─── Supplied data ───

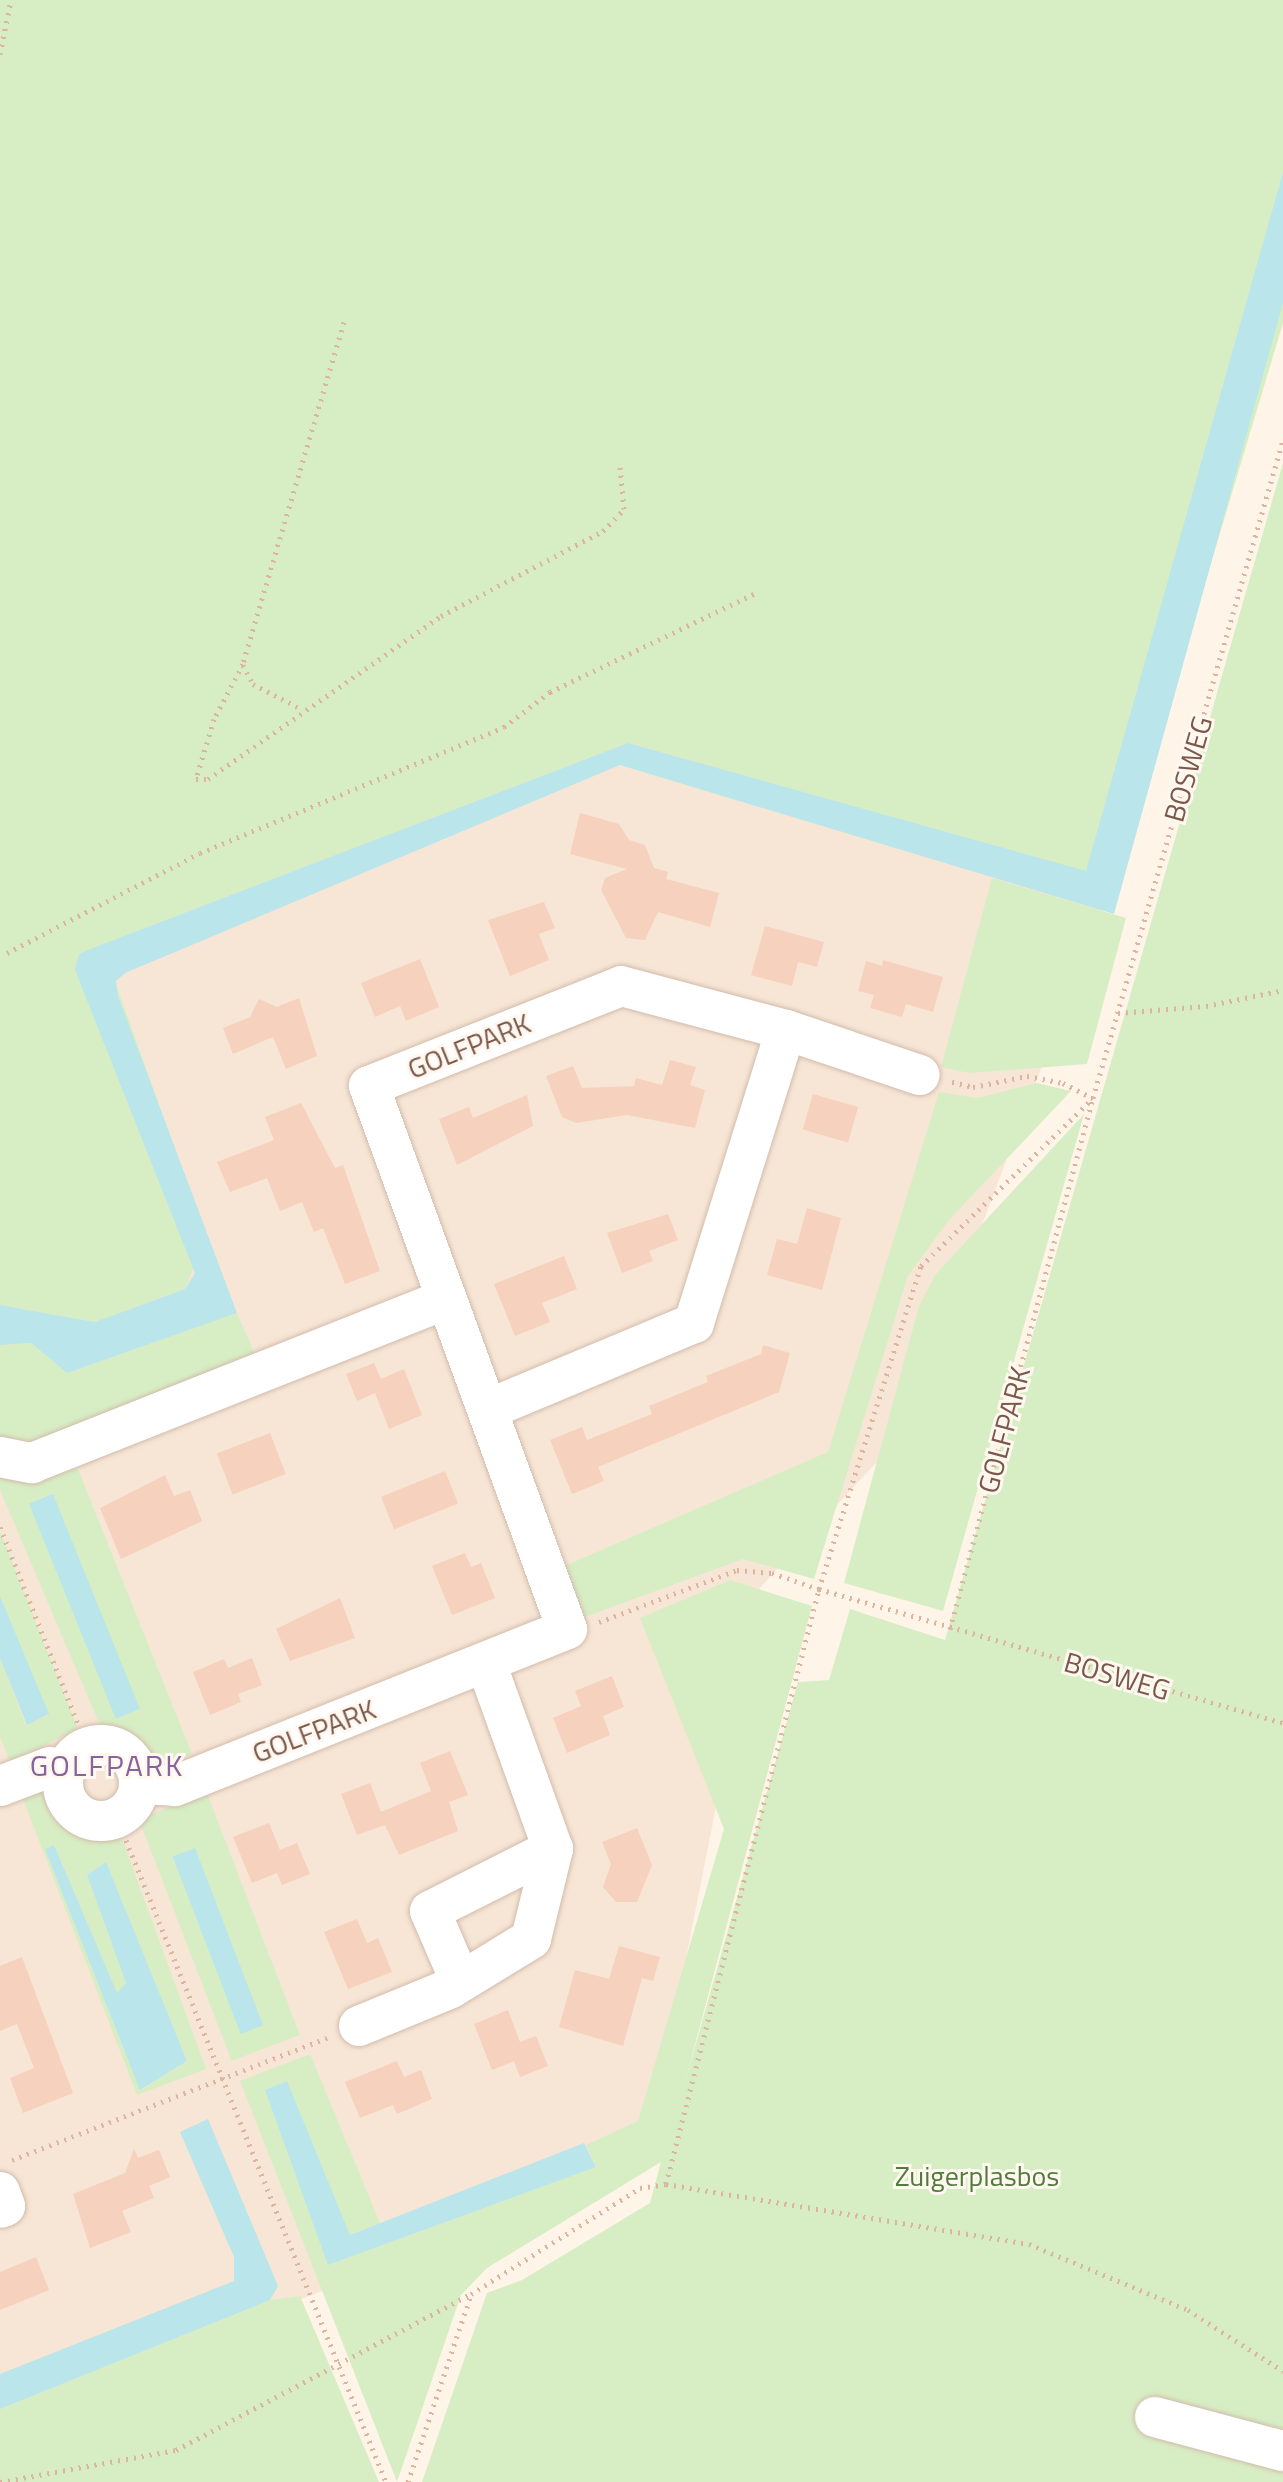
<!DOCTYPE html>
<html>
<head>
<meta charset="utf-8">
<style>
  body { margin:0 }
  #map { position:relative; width:1283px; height:2482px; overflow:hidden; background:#fef4e8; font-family:"Titillium Web",sans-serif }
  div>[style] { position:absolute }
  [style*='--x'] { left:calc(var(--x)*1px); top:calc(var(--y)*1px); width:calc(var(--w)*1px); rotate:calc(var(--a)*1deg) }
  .residential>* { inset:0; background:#f7e6d5 }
  .green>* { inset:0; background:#d7eec4; transform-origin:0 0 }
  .water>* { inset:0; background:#bae5ea; transform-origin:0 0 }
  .building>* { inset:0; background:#f6d1bd; transform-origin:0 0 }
  .path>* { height:5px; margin-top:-2.5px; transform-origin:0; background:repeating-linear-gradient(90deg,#dcb49f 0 2px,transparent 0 8px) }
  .roads { filter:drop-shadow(0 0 2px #d2bbac) drop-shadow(0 0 2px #d2bbac) }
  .minor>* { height:40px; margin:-20px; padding:0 20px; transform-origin:20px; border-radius:20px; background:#fff }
  .minor>.ring { margin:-20px; padding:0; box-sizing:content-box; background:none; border:40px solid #fff; border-radius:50% }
  span { translate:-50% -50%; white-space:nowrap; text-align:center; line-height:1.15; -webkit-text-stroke:6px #fff8f0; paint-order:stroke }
  .street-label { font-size:28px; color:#7b5849 }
  .park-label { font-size:28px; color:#527b3c }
  .neighbourhood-label { font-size:30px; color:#88649e; letter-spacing:2px }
</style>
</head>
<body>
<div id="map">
  <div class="residential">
    <div style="clip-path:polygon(620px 733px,1128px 840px,902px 1435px,759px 1589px,646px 2161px,0 2420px,0 1262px,95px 926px)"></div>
  </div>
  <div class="green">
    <div style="clip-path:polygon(0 0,1283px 0,1283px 323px,1128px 840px,1086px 872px,628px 743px,102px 945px,217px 1267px,193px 1269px,185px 1289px,95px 1322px,0 1305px)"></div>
    <div style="clip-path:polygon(1283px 463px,1283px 2482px,422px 2482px,487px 2293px,522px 2280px,650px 2203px,661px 2162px,487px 2268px,461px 2295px,397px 2482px,240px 2081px,310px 2054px,380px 2223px,350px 2235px,287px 2082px,328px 2265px,596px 2167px,586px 2145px,638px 2121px,724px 1829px,640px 1618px,730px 1580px,812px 1606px,685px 2082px,798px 1682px,829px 1680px,850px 1609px,945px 1640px)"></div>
    <div style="clip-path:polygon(992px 878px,1126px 918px,1087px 1064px,969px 1073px,941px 1067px)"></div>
    <div style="clip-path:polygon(1037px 1083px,1071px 1091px,948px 1221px,908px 1276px,814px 1579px,743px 1559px,582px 1618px,562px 1567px,828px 1452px,939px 1092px,978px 1098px)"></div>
    <div style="clip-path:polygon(1084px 1114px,943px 1611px,844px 1583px,919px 1306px,935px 1275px)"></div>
    <div style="clip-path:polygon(237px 1313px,258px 1361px,33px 1449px,0 1441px,0 1345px,31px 1343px,67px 1373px)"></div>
    <div style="clip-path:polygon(76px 1464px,192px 1754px,161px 1766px,139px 1738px,99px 1723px,0 1490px,0 1474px)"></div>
    <div style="clip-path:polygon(0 1531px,78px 1729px,10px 1762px,0 1736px,0 1658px,26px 1725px,48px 1715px,0 1596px)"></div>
    <div style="clip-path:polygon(evenodd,46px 1784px,65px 1819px,88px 1832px,120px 1833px,206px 2069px,137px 2095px,21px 1794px,46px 1784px,54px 1845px,117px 1994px,126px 1983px,87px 1875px,106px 1863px,187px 2061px,141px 2090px,45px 1849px,54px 1845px)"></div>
    <div style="left:207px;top:1793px;width:259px;height:73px;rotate:69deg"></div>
    <div style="clip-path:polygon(300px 2296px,379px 2482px,0 2482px,0 2409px,270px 2300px)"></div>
  </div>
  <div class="water">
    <div style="clip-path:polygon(1283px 172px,1283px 303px,1114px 914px,620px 765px,125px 973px,116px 981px,118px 996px,237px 1313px,67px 1373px,31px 1343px,0 1345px,0 1305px,95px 1322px,185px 1289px,195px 1273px,75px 970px,79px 954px,93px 948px,628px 743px,1086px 871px)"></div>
    <div style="left:53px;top:1494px;width:232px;height:26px;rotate:68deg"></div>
    <div style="clip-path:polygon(0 1596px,49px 1714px,27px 1725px,0 1658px)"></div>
    <div style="clip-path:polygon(54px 1845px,117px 1993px,126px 1983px,87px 1875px,106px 1862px,187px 2061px,140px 2090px,45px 1849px)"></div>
    <div style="left:195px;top:1848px;width:190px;height:24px;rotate:69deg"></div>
    <div style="clip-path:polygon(287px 2081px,350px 2235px,584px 2143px,596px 2167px,328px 2265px,265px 2090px)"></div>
    <div style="clip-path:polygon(208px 2119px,278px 2286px,270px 2300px,0 2409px,0 2374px,234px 2281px,234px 2257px,180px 2132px)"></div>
  </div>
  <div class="building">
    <div style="clip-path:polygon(580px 813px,619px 824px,629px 840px,645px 845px,654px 868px,668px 872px,666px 879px,719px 893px,710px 927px,658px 912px,645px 940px,626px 938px,601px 890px,605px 878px,627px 869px,570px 854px)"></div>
    <div style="clip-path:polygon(544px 902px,555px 928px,539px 934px,549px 960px,510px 976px,488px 920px)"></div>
    <div style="clip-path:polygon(765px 926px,824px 942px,817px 967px,798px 962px,792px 986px,751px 975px)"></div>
    <div style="clip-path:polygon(420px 959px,439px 1007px,406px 1021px,400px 1006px,375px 1017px,361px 983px)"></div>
    <div style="clip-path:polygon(883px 960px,943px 977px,933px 1012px,906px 1004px,902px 1017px,870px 1008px,874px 995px,858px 991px,866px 961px,882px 966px)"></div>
    <div style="clip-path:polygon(299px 998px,317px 1056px,286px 1069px,273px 1037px,233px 1054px,223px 1028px,250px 1017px,259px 999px,277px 1007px)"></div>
    <div style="clip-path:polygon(670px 1060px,696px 1067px,690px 1085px,705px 1090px,695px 1128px,627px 1115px,576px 1123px,562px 1117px,546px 1076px,573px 1066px,582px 1088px,634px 1086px,636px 1078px,662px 1085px)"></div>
    <div style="left:813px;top:1094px;width:47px;height:37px;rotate:16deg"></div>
    <div style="clip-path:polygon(527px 1095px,533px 1126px,457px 1165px,439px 1119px,469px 1107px,473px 1118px)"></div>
    <div style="clip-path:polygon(301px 1103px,335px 1168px,343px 1165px,380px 1271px,345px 1284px,323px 1228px,314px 1232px,302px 1202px,280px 1211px,267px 1178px,230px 1192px,217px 1162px,274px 1140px,265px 1117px)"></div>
    <div style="clip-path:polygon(807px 1208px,841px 1218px,822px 1290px,767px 1275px,777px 1239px,797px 1244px)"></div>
    <div style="clip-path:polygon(668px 1214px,678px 1240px,649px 1251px,653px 1261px,622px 1273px,607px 1233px)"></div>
    <div style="clip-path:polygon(564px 1256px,577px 1289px,542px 1303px,550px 1322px,515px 1336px,494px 1284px)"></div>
    <div style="clip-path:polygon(763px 1345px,790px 1353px,779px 1392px,598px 1467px,604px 1481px,572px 1494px,550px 1440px,582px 1427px,587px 1440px,652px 1414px,649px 1406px,708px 1382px,706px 1376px,761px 1354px)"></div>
    <div style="clip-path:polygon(374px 1363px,381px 1379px,404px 1369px,422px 1415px,389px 1429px,375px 1393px,357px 1401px,346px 1374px)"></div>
    <div style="left:270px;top:1433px;width:44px;height:57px;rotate:69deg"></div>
    <div style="left:445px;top:1471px;width:35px;height:69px;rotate:68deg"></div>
    <div style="clip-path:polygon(165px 1475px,174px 1496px,190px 1490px,202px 1521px,121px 1559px,100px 1508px)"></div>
    <div style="clip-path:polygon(465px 1553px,471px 1567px,481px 1563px,495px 1598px,452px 1615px,432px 1566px)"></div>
    <div style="clip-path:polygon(340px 1598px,355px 1638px,290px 1661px,276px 1629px)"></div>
    <div style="clip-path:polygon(252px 1658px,262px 1685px,238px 1694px,241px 1702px,210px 1715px,193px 1672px,224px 1659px,228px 1668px)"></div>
    <div style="clip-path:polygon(612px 1676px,624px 1707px,603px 1716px,610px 1735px,567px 1753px,553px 1718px,581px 1706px,575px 1691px)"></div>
    <div style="clip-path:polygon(450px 1751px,468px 1795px,449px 1802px,458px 1831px,399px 1855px,385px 1825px,357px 1835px,341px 1794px,370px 1783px,381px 1812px,431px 1791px,420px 1763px)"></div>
    <div style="clip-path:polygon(269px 1823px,280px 1850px,297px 1843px,310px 1874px,282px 1885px,277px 1873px,252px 1883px,233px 1837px)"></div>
    <div style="clip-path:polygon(637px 1828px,652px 1865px,637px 1902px,616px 1902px,603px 1887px,611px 1864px,602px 1842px)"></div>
    <div style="clip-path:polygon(357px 1919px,367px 1943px,378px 1938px,392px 1972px,348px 1989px,324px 1932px)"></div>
    <div style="clip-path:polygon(619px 1946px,660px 1957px,653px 1981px,642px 1978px,623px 2046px,559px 2027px,575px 1970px,609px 1979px)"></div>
    <div style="clip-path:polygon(22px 1957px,73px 2093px,23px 2113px,10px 2078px,34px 2068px,17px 2024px,0 2031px,0 1966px)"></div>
    <div style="clip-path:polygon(508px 2010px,520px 2042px,536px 2036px,548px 2066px,520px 2077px,514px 2061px,492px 2070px,474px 2024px)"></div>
    <div style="clip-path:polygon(397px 2061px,404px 2077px,421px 2070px,432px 2099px,397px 2114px,393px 2105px,360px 2118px,345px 2082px)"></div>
    <div style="clip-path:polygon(134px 2149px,138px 2158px,159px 2150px,170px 2177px,149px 2186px,154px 2198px,122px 2211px,131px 2232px,90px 2248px,73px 2194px,125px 2173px)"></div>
    <div style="clip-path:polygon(36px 2257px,49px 2290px,0 2310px,0 2272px)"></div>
  </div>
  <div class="path">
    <div style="--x:0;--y:54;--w:55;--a:-78.5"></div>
    <div style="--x:344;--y:322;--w:357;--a:106.5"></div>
    <div style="--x:243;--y:664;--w:62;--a:117.8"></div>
    <div style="--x:214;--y:719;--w:63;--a:106.7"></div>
    <div style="--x:196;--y:779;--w:12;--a:0"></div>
    <div style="--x:208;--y:779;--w:284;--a:-35"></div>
    <div style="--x:441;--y:616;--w:183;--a:-27.7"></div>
    <div style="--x:603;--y:531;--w:30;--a:-46"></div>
    <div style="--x:624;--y:509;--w:42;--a:-95.4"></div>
    <div style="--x:243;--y:665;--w:21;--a:62"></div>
    <div style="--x:253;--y:684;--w:56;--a:27.5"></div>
    <div style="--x:7;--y:953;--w:217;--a:-27.4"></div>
    <div style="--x:200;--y:853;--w:329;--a:-22.5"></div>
    <div style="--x:504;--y:727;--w:58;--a:-37.3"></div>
    <div style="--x:550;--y:692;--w:231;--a:-25.7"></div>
    <div style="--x:1118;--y:1013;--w:88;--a:-4.5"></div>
    <div style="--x:1206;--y:1006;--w:79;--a:-11.7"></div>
    <div style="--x:952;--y:1082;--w:22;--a:13"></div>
    <div style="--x:973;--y:1087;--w:55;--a:-11.5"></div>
    <div style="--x:1027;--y:1076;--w:37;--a:11"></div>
    <div style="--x:1063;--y:1083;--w:34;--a:27"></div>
    <div style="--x:0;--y:1527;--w:231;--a:68.4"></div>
    <div style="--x:599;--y:1622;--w:147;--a:-20.6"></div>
    <div style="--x:737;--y:1570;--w:35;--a:5"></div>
    <div style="--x:772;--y:1573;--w:50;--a:18.8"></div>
    <div style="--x:819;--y:1589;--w:339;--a:-72.5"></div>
    <div style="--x:921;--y:1266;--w:239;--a:-44.3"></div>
    <div style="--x:950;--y:1629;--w:550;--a:-74.93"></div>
    <div style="--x:1093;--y:1098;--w:685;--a:-73.89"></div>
    <div style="--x:117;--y:1818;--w:716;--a:67.95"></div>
    <div style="--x:12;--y:2160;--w:338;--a:-21.2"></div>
    <div style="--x:666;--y:2184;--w:614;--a:-75.58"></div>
    <div style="--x:819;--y:1589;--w:483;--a:16.1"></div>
    <div style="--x:0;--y:2482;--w:179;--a:-10.3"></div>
    <div style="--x:176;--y:2450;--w:334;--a:-27.9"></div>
    <div style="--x:471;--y:2294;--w:199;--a:-32.1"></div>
    <div style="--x:640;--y:2188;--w:26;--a:-9"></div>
    <div style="--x:666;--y:2184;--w:368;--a:9.4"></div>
    <div style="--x:1029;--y:2244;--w:172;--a:22.5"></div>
    <div style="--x:1188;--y:2310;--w:113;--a:32.7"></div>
    <div style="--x:408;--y:2482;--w:197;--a:-71.4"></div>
  </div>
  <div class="roads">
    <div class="minor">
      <div style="--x:491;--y:1408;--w:220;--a:-22.7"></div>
      <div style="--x:694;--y:1323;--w:307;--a:-72.6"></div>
      <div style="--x:0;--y:1457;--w:33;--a:11"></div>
      <div style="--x:32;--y:1463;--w:446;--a:-21.6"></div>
      <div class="ring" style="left:63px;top:1745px;width:36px;height:36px"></div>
      <div style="--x:140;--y:1784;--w:35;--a:3"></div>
      <div style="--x:175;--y:1786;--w:422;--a:-21.8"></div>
      <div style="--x:567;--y:1629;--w:578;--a:-110.03"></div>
      <div style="--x:369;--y:1086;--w:271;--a:-21.6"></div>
      <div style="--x:621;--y:986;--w:171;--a:14.9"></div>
      <div style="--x:786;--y:1030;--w:141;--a:18.6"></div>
      <div style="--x:0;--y:1786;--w:53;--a:-20.8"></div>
      <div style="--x:50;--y:1767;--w:15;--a:16"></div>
      <div style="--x:459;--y:1978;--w:73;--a:-113.4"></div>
      <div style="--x:430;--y:1911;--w:138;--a:-26.8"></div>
      <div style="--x:359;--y:2026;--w:100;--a:-22.4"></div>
      <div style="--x:451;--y:1988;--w:94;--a:-31.5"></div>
      <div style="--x:531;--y:1939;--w:93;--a:-76.3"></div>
      <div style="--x:553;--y:1849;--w:198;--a:-109.8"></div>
      <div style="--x:0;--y:2192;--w:15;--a:70"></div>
      <div style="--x:5;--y:2206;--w:5;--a:158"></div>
      <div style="--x:1155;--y:2417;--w:132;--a:14.9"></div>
    </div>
  </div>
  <div class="street-label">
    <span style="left:1188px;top:769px;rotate:-74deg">BOSWEG</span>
    <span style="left:469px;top:1046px;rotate:-22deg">GOLFPARK</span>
    <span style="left:1004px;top:1430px;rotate:-75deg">GOLFPARK</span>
    <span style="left:1117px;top:1676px;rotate:16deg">BOSWEG</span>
    <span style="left:314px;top:1731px;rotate:-21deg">GOLFPARK</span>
  </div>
  <div class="park-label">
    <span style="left:977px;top:2176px">Zuigerplasbos</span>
  </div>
  <div class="neighbourhood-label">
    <span style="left:107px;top:1765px">GOLFPARK</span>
  </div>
</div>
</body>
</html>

───

* _Your goal_: What lines above mention "position"? Copy each one.

* _Exercise response_:
  #map { position:relative; width:1283px; height:2482px; overflow:hidden; background:#fef4e8; font-family:"Titillium Web",sans-serif }
  div>[style] { position:absolute }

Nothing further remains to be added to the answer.